Reputation: 6041
Input is 200 K doubles pairs i.e. keypair. they have no range i.e. keys can be any numbers.
Now, the task is to group such big data into the following:
key1 => (value1, value2, value3)
key2 => (value1, value2, value3)
...
...
a EPSILON (e.g. 1e-8) can be considered when comparing equality of key (doubles).
I have developed a O(n^2) solution but it is too slow for 200K doubles. wondering any improvements? such as O(nlogn) would be nice.
Another example,
Input: <0.1, 0.3>, <0.1, 0.4>, <0.2, 0.5>, <0.2, 0.6>, <0.3, 0.7>
Output
0.1 => (0.3, 0.4)
0.2 => (0.5, 0.6)
0.3 => (0.7)
Upvotes: 1
Views: 91
Reputation: 150108
In order to avoid the issue of the grouping key depending on other grouping keys - the issue of treating keys like
(1.0, 1.0 + EPSILON, 1.0 + 2xEPSILON, 1.0 + 3xEPSILON)
consistently with keys like
(1.0, 1.0 + 2xEPSILON, 1.0 + 4xEPSILON, ...)
the most logical choice seems to be to use a HashSet and create a hash key by quantizing the actual double value of the key into buckets EPSILON in size.

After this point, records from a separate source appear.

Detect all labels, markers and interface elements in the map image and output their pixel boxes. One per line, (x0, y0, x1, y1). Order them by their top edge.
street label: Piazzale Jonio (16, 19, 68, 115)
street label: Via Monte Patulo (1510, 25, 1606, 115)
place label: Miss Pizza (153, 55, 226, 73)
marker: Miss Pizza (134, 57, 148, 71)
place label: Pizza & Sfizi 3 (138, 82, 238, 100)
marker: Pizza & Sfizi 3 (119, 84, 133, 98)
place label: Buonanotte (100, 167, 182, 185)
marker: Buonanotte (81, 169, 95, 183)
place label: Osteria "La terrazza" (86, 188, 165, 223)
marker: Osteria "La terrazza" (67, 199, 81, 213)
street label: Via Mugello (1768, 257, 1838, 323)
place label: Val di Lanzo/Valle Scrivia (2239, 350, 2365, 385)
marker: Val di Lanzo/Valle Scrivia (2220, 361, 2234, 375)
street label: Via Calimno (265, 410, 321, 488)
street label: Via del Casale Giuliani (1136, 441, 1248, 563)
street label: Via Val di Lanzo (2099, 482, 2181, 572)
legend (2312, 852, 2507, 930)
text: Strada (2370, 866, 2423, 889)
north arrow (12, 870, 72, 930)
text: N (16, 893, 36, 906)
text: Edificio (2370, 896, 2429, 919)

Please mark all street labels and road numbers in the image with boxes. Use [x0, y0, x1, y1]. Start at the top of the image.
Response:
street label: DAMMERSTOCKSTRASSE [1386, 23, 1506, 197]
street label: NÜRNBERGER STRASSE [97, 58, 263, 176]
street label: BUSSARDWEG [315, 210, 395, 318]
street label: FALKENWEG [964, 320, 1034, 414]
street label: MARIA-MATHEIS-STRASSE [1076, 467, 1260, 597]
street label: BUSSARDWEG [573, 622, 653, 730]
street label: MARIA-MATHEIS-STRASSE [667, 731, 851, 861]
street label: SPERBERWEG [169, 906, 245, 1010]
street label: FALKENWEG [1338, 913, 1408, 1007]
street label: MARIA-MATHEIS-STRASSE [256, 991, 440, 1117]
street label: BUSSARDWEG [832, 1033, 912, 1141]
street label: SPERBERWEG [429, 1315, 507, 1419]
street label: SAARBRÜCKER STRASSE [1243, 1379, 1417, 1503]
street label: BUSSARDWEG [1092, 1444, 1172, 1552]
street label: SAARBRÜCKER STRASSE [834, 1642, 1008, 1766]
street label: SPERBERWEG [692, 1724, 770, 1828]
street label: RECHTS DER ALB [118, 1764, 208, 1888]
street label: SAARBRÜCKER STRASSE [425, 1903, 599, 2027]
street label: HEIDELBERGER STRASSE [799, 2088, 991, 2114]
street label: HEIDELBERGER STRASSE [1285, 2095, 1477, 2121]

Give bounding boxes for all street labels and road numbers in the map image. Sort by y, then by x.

Depending on your requirements for EPSILON, you might adopt the discussion below to quantize your expected input range into something like a long:
Convert/Quantize Float Range to Integer Range
Upvotes: 1
Reputation: 7807
Why not sort? Sort according to first value and you are (almost) done. It is O(nlogn).
Upvotes: 1